Scirra dev here. This is indeed a problem. The thing is Chrome is ultra-strict about the MIME type and rejects it if it's wrong. Firefox seems happy with it. Given HTML5 is new and nobody has their servers set up with this MIME type, and lots of people are already making HTML5 games with our tool, I'm tempted to say it's Chrome's fault for being too strict... getting everyone to reconfigure their servers is a real PITA just because Chrome is fussy.
Ah - well I guess the spec is written with the future in mind when everyone's got their servers configured correctly. Until then nobody has their servers set up right so I think it would be practical for browsers to be a bit more relaxed.

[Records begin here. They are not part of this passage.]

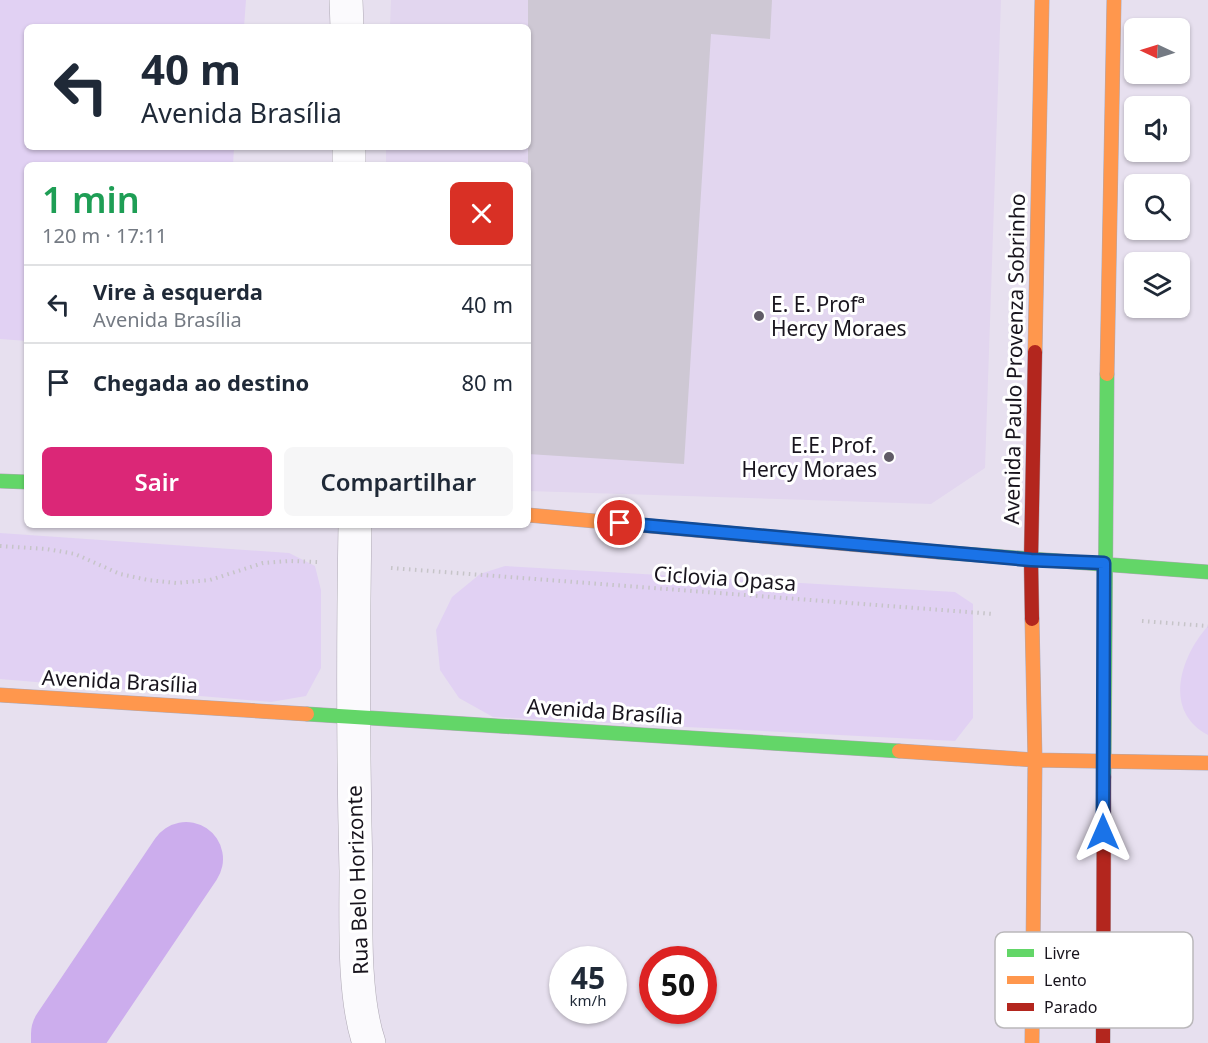 <!DOCTYPE html>
<html lang="pt">
<meta charset="utf-8">
<style>
body{margin:0;font-family:"Noto Sans",sans-serif;background:#f6f6f7;color:#1f2937;height:100vh;display:flex;flex-direction:column;font-size:22px;white-space:nowrap}
*{box-sizing:border-box;margin:0}
p{font-size:20px;color:#747a83}
.icon{flex:none;width:33px;height:33px;fill:none;stroke:currentColor;stroke-width:2;stroke-linecap:round;stroke-linejoin:round}
.map{position:relative;flex:1;overflow:hidden}
.drawer{position:absolute;left:24px;top:162px;width:507px;height:366px;display:flex;flex-direction:column;background:#fff;border-radius:9px;box-shadow:0 2px 4px #0004}
.drawer>*{flex:none}
.guide{position:absolute;left:24px;top:24px;width:507px;height:126px;border-radius:9px;box-shadow:0 2px 4px #0004;background:#fff;color:#1f2937;overflow:hidden}
.needle{width:39px;rotate:274deg}
.controls{position:absolute;left:1124px;top:18px;display:grid;gap:12px}
.controls a{display:grid;place-items:center;width:66px;height:66px;border-radius:9px;background:#fff;box-shadow:0 2px 4px #0004;font-size:30px}
.speed{position:absolute;left:549px;top:946px;display:flex;gap:12px;font-size:30px;font-weight:700;text-align:center}
.speed>*{display:grid;place-content:center;width:78px;height:78px;border-radius:50%;background:#fff;box-shadow:0 2px 4px #0004;line-height:1}
.speed small{font-size:15px;font-weight:400}
.speed .limit{border:9px solid #d22;background:#fff;color:#111}
.pin{position:absolute;display:grid;place-items:center;width:51px;height:51px;color:#fff;margin:-26px;border:3px solid #fff;border-radius:50%;box-shadow:0 2px 6px #0007}
.me{position:absolute;width:66px;margin:-33px;rotate:0deg;stroke-linejoin:round;filter:drop-shadow(0 0 4px #0008)}
.turn{display:flex;align-items:center;gap:21px;height:126px;padding:0 18px;font-size:27px}
.turn .icon{width:78px;height:78px;stroke-width:2.5}
.turn b{display:block;font-size:42px;line-height:51px}
.round{display:grid;place-items:center;flex:none;width:63px;height:63px;border-radius:9px;background:#f6f6f7}
.headline{display:flex;align-items:center;justify-content:space-between;height:102px;padding:0 18px}
h1{font-size:36px;font-weight:600;line-height:45px;color:#1e9e55}
.button{display:flex;gap:12px;margin-top:auto;padding:12px 18px}
.button a{flex:1;height:69px;border-radius:9px;background:#db2777;color:#fff;font-size:24px;font-weight:600;line-height:69px;text-align:center}
.button a+a{background:#f6f6f7;color:#1f2937}
ul{padding:0;list-style:none}
li{display:flex;align-items:center;gap:18px;height:78px;padding:0 18px;border-top:2px solid #e0e1e3}
li div{flex:1}
li b{display:block;font-size:22px}
li em{font-style:normal}
.map>svg:first-child{display:block}
.built{fill:#e2d6ef}
.green{fill:#e1d1f3}
.lines{fill:none;stroke-linecap:round;stroke-linejoin:round}
.river{stroke:#ccaded;stroke-width:74}
.building{fill:#cec8d4}
.street-casing{stroke:#aea8b4;stroke-width:34}
.fast-casing{stroke:#aea8b4;stroke-width:15}
.slow-casing{stroke:#aea8b4;stroke-width:15}
.jam-casing{stroke:#aea8b4;stroke-width:15}
.path{stroke:#c6c4c8;stroke-width:4;stroke-dasharray:1.5 4.5;stroke-linecap:butt}
.street{stroke:#fbfafd;stroke-width:33}
.fast{stroke:#63d668;stroke-width:14}
.slow{stroke:#ff974d;stroke-width:14}
.jam{stroke:#b3261e;stroke-width:14}
.route-casing{stroke:#114b97;stroke-width:15}
.route{stroke:#1a73e8;stroke-width:10}
.poi-dot{fill:#605b66;stroke:#fff;stroke-width:2}
.labels{text-anchor:middle;dominant-baseline:central;stroke-width:6;stroke-linejoin:round;paint-order:stroke}
.poi-label{font-size:21px;fill:#18141d;stroke:#fff;text-anchor:start}
.street-label{font-size:21px;fill:#18141d;stroke:#fff}
.key{fill:#fff;stroke:#bab8bb;stroke-width:1.5}
.key-label{font-size:16px;fill:#18141d}
</style>
<div class="map">
<svg width="1208" height="1043" viewBox="0 0 1208 1043">
<rect width="100%" height="100%" fill="#e7e0ef"/>
<path class="built" d="M391 0H1001L985 468 931 504 528 491V165H386V147H528V27H390Z"/>
<path class="green" d="M0 0H246L244 27H27V147H234L233 165H27V341L0 339Z
M0 533 289 553 315 566 321 590V668L306 696 271 702 0 679Z
M505 566 955 592 973 604V718L955 741 493 717 459 698 440 670 436 630 452 597 480 574Z
M1208 626V735C1162 711 1181 656 1208 626Z"/>
<g class="lines">
<path class="river" d="M68 1043V1034L186 859"/>
</g>
<path class="building" d="M528 0H772L770 39 711 34 684 464 528 454Z"/>
<g class="lines">
<defs>
<path id="street" d="M346 0 347 27
M349 147V165
M355 525C353 640 353 756 356 871 356 922 353 996 369 1043"/>
<path id="fast" d="M0 481 27 482
M938 552 1208 572
M307 714 899 751
M1104 777 1107 374"/>
<path id="slow" d="M1035 352 1042 0
M1107 374 1114 0
M528 515 938 552
M0 695 307 714
M899 751 1035 760 1208 763
M1032 1043 1035 760 1032 619"/>
<path id="jam" d="M1032 619 1031 560 1035 352
M1103 1043 1104 777"/>
</defs>
<use href="#street" class="street-casing"/>
<use href="#fast" class="fast-casing"/>
<use href="#slow" class="slow-casing"/>
<use href="#jam" class="jam-casing"/>
<path class="path" d="M0 546 47 549 75 554 120 574 148 580 176 583 210 580 263 563 289 561 318 562
M391 568 994 614
M1142 621 1208 626"/>
<use href="#street" class="street"/>
<use href="#fast" class="fast"/>
<use href="#slow" class="slow"/>
<use href="#jam" class="jam"/>
</g>
<g class="lines">
<defs>
<path id="route" d="M620 523 1031 560 1104 563 1103 832"/>
</defs>
<use href="#route" class="route-casing"/>
<use href="#route" class="route"/>
</g>
<g class="poi-dot">
<circle cx="759" cy="316" r="6"/>
<circle cx="889" cy="457" r="6"/>
</g>
<g class="labels">
<g class="poi-label">
<text x="771" y="304">E. E. Profª<tspan x="771" dy="24">Hercy Moraes</tspan></text>
<text x="877" y="445" text-anchor="end">E.E. Prof.<tspan x="877" dy="24">Hercy Moraes</tspan></text>
</g>
<g class="street-label">
<text transform="translate(1014 359) rotate(-89)">Avenida Paulo Provenza Sobrinho</text>
<text transform="translate(725 578) rotate(4)">Ciclovia Opasa</text>
<text transform="translate(120 681) rotate(3)">Avenida Brasília</text>
<text transform="translate(605 711) rotate(4)">Avenida Brasília</text>
<text transform="translate(357 880) rotate(-92)">Rua Belo Horizonte</text>
</g>
</g>
<rect x="995" y="932" width="198" height="96" rx="9" class="key"/>
<rect x="1007" y="949" width="27" height="8" fill="#63d668"/>
<rect x="1007" y="976" width="27" height="8" fill="#ff974d"/>
<rect x="1007" y="1003" width="27" height="8" fill="#b3261e"/>
<g class="key-label">
<text x="1044" y="959">Livre</text>
<text x="1044" y="986">Lento</text>
<text x="1044" y="1013">Parado</text>
</g>
</svg>
<div class="controls">
<a><svg class="needle" viewBox="-14 -14 28 28"><path d="M0-13l5 13h-10z" fill="#e53935"/><path d="M0 13l5-13h-10z" fill="#747a83"/></svg></a>
<a><svg class="icon" aria-label="sound" viewBox="0 0 24 24"><path d="M4 9h4l5-4v14l-5-4H4zM17 9q2 3 0 6"/></svg></a>
<a><svg class="icon" aria-label="search" viewBox="0 0 24 24"><circle cx="10" cy="10" r="6"/><path d="M15 15l6 6"/></svg></a>
<a><svg class="icon" aria-label="layers" viewBox="0 0 24 24"><path d="M12 4l9 5-9 5-9-5zM3 14l9 5 9-5"/></svg></a>
</div>
<div class="speed"><div>45<small>km/h</small></div><div class="limit">50</div></div>
<div class="pin" style="left:620px;top:523px;background:#d93025"><svg class="icon" aria-label="arrive" viewBox="0 0 24 24"><path d="M6 21V4h12l-3 4 3 4H6"/></svg></div>
<svg class="me" style="left:1103px;top:832px" viewBox="-20 -20 40 40"><path d="M0-17L14 15 0 8-14 15z" fill="#1a73e8" stroke="#fff" stroke-width="4"/></svg>
<div class="guide">
<div class="turn"><svg class="icon" aria-label="left" viewBox="0 0 24 24"><path d="M17 20v-9H6M10 6l-5 5 5 5"/></svg><div><b>40 m</b>Avenida Brasília</div></div>
</div>
<section class="drawer">
<div class="headline"><div><h1>1 min</h1><p>120 m · 17:11</p></div><a class="round" style="background:#d93025;color:#fff"><svg class="icon" aria-label="close" viewBox="0 0 24 24"><path d="M6 6l12 12M18 6L6 18"/></svg></a></div>
<ul>
<li><svg class="icon" aria-label="left" viewBox="0 0 24 24"><path d="M17 20v-9H6M10 6l-5 5 5 5"/></svg><div><b>Vire à esquerda</b><p>Avenida Brasília</p></div><em>40 m</em></li>
<li><svg class="icon" aria-label="arrive" viewBox="0 0 24 24"><path d="M6 21V4h12l-3 4 3 4H6"/></svg><div><b>Chegada ao destino</b></div><em>80 m</em></li>
</ul>
<div class="button"><a>Sair</a><a>Compartilhar</a></div>
</section>
</div>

Right now we're seeing a lot of games on servers without this MIME type, and the browsers respond by requesting all files from the server all over again every single page reload, probably wasting a lot of bandwidth and making HTML5 games look bad. I think there's a good case for a bit of relaxation on the browser side - standards compliance is good, but not if the web isn't ready yet.
No... just no. If browsers are relaxed now, then they are forced to provide backwards-compatibility for all the sites that then rely on those relaxed standards. Why do you think Internet Explorer is a complete mess and have dug themselves into a whole of having to ship half a dozen "compatibility modes" with every new version of their browser? Because they didn't stick to standards.
Every single piece of documentation about appCache mentions the requirement for the correct headers to be sent. Chrome isn't being "ultra-strict", its been in the spec since day one.